:: DATASET ENTRIES ::

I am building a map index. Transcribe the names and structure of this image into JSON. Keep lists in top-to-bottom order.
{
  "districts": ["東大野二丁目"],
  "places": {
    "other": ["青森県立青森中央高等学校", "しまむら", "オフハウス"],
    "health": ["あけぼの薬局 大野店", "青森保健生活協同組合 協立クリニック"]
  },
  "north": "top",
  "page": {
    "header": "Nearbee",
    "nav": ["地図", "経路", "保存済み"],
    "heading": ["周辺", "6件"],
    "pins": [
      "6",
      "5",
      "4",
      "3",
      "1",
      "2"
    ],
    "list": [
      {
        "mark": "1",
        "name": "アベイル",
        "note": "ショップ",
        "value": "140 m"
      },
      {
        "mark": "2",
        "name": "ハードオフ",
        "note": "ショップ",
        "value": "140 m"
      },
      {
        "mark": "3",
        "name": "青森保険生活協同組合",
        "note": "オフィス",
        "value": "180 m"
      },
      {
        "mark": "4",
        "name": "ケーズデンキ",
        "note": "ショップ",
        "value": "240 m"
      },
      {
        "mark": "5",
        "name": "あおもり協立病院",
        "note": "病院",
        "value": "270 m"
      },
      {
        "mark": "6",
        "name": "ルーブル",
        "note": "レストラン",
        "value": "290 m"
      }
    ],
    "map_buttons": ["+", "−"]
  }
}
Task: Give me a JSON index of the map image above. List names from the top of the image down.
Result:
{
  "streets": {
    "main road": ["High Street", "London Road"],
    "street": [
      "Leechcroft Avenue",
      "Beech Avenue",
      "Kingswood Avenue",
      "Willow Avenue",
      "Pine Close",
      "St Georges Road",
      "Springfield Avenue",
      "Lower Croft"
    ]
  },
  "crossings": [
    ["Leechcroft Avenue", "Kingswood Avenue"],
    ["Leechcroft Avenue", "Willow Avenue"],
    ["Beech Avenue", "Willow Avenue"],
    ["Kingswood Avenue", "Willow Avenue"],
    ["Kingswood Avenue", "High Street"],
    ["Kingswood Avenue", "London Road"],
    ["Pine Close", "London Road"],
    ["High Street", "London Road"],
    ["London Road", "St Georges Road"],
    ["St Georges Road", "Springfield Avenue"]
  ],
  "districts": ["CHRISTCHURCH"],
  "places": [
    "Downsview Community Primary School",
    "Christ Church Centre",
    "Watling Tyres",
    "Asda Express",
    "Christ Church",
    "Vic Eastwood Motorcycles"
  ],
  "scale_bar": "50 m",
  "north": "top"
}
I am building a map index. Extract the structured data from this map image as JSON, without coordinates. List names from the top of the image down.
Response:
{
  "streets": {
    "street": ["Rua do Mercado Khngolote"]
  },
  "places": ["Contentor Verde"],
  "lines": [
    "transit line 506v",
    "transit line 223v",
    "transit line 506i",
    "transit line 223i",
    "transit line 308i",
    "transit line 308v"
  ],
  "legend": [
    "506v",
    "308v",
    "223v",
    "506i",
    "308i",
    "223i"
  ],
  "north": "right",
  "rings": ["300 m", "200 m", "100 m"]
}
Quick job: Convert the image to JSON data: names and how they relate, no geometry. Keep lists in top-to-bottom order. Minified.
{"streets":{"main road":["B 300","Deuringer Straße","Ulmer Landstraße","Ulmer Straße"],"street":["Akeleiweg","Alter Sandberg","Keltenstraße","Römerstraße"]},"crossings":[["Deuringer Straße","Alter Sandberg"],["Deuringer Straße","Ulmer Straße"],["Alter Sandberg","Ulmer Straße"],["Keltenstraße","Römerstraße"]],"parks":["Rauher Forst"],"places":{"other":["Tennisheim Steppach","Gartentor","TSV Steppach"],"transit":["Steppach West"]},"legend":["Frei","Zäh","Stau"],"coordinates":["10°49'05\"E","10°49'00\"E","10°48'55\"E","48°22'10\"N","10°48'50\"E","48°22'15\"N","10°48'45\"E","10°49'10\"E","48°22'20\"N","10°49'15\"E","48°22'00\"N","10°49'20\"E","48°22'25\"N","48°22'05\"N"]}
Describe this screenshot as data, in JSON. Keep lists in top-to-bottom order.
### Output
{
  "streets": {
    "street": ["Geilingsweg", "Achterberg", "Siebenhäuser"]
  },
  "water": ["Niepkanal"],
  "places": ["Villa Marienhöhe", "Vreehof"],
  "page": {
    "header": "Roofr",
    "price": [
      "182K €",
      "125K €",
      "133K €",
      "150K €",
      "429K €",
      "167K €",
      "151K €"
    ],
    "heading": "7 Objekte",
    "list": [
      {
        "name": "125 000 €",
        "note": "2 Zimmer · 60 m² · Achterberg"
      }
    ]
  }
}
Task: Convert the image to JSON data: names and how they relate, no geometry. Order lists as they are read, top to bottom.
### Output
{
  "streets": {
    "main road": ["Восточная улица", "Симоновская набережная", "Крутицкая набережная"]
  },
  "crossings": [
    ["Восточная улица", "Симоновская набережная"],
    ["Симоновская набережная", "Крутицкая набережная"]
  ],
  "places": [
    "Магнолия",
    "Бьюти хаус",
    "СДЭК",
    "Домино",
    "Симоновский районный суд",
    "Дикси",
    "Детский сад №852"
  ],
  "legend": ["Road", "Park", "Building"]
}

:::

- **TASK OBJECTIVE**:
Write out the full listing, keeping every line exactly as it is.

- **TASK RESULT**:
I am building a map index. Transcribe the names and structure of this image into JSON. Keep lists in top-to-bottom order.
{
  "districts": ["東大野二丁目"],
  "places": {
    "other": ["青森県立青森中央高等学校", "しまむら", "オフハウス"],
    "health": ["あけぼの薬局 大野店", "青森保健生活協同組合 協立クリニック"]
  },
  "north": "top",
  "page": {
    "header": "Nearbee",
    "nav": ["地図", "経路", "保存済み"],
    "heading": ["周辺", "6件"],
    "pins": [
      "6",
      "5",
      "4",
      "3",
      "1",
      "2"
    ],
    "list": [
      {
        "mark": "1",
        "name": "アベイル",
        "note": "ショップ",
        "value": "140 m"
      },
      {
        "mark": "2",
        "name": "ハードオフ",
        "note": "ショップ",
        "value": "140 m"
      },
      {
        "mark": "3",
        "name": "青森保険生活協同組合",
        "note": "オフィス",
        "value": "180 m"
      },
      {
        "mark": "4",
        "name": "ケーズデンキ",
        "note": "ショップ",
        "value": "240 m"
      },
      {
        "mark": "5",
        "name": "あおもり協立病院",
        "note": "病院",
        "value": "270 m"
      },
      {
        "mark": "6",
        "name": "ルーブル",
        "note": "レストラン",
        "value": "290 m"
      }
    ],
    "map_buttons": ["+", "−"]
  }
}
Task: Give me a JSON index of the map image above. List names from the top of the image down.
Result:
{
  "streets": {
    "main road": ["High Street", "London Road"],
    "street": [
      "Leechcroft Avenue",
      "Beech Avenue",
      "Kingswood Avenue",
      "Willow Avenue",
      "Pine Close",
      "St Georges Road",
      "Springfield Avenue",
      "Lower Croft"
    ]
  },
  "crossings": [
    ["Leechcroft Avenue", "Kingswood Avenue"],
    ["Leechcroft Avenue", "Willow Avenue"],
    ["Beech Avenue", "Willow Avenue"],
    ["Kingswood Avenue", "Willow Avenue"],
    ["Kingswood Avenue", "High Street"],
    ["Kingswood Avenue", "London Road"],
    ["Pine Close", "London Road"],
    ["High Street", "London Road"],
    ["London Road", "St Georges Road"],
    ["St Georges Road", "Springfield Avenue"]
  ],
  "districts": ["CHRISTCHURCH"],
  "places": [
    "Downsview Community Primary School",
    "Christ Church Centre",
    "Watling Tyres",
    "Asda Express",
    "Christ Church",
    "Vic Eastwood Motorcycles"
  ],
  "scale_bar": "50 m",
  "north": "top"
}
I am building a map index. Extract the structured data from this map image as JSON, without coordinates. List names from the top of the image down.
Response:
{
  "streets": {
    "street": ["Rua do Mercado Khngolote"]
  },
  "places": ["Contentor Verde"],
  "lines": [
    "transit line 506v",
    "transit line 223v",
    "transit line 506i",
    "transit line 223i",
    "transit line 308i",
    "transit line 308v"
  ],
  "legend": [
    "506v",
    "308v",
    "223v",
    "506i",
    "308i",
    "223i"
  ],
  "north": "right",
  "rings": ["300 m", "200 m", "100 m"]
}
Quick job: Convert the image to JSON data: names and how they relate, no geometry. Keep lists in top-to-bottom order. Minified.
{"streets":{"main road":["B 300","Deuringer Straße","Ulmer Landstraße","Ulmer Straße"],"street":["Akeleiweg","Alter Sandberg","Keltenstraße","Römerstraße"]},"crossings":[["Deuringer Straße","Alter Sandberg"],["Deuringer Straße","Ulmer Straße"],["Alter Sandberg","Ulmer Straße"],["Keltenstraße","Römerstraße"]],"parks":["Rauher Forst"],"places":{"other":["Tennisheim Steppach","Gartentor","TSV Steppach"],"transit":["Steppach West"]},"legend":["Frei","Zäh","Stau"],"coordinates":["10°49'05\"E","10°49'00\"E","10°48'55\"E","48°22'10\"N","10°48'50\"E","48°22'15\"N","10°48'45\"E","10°49'10\"E","48°22'20\"N","10°49'15\"E","48°22'00\"N","10°49'20\"E","48°22'25\"N","48°22'05\"N"]}
Describe this screenshot as data, in JSON. Keep lists in top-to-bottom order.
### Output
{
  "streets": {
    "street": ["Geilingsweg", "Achterberg", "Siebenhäuser"]
  },
  "water": ["Niepkanal"],
  "places": ["Villa Marienhöhe", "Vreehof"],
  "page": {
    "header": "Roofr",
    "price": [
      "182K €",
      "125K €",
      "133K €",
      "150K €",
      "429K €",
      "167K €",
      "151K €"
    ],
    "heading": "7 Objekte",
    "list": [
      {
        "name": "125 000 €",
        "note": "2 Zimmer · 60 m² · Achterberg"
      }
    ]
  }
}
Task: Convert the image to JSON data: names and how they relate, no geometry. Order lists as they are read, top to bottom.
### Output
{
  "streets": {
    "main road": ["Восточная улица", "Симоновская набережная", "Крутицкая набережная"]
  },
  "crossings": [
    ["Восточная улица", "Симоновская набережная"],
    ["Симоновская набережная", "Крутицкая набережная"]
  ],
  "places": [
    "Магнолия",
    "Бьюти хаус",
    "СДЭК",
    "Домино",
    "Симоновский районный суд",
    "Дикси",
    "Детский сад №852"
  ],
  "legend": ["Road", "Park", "Building"]
}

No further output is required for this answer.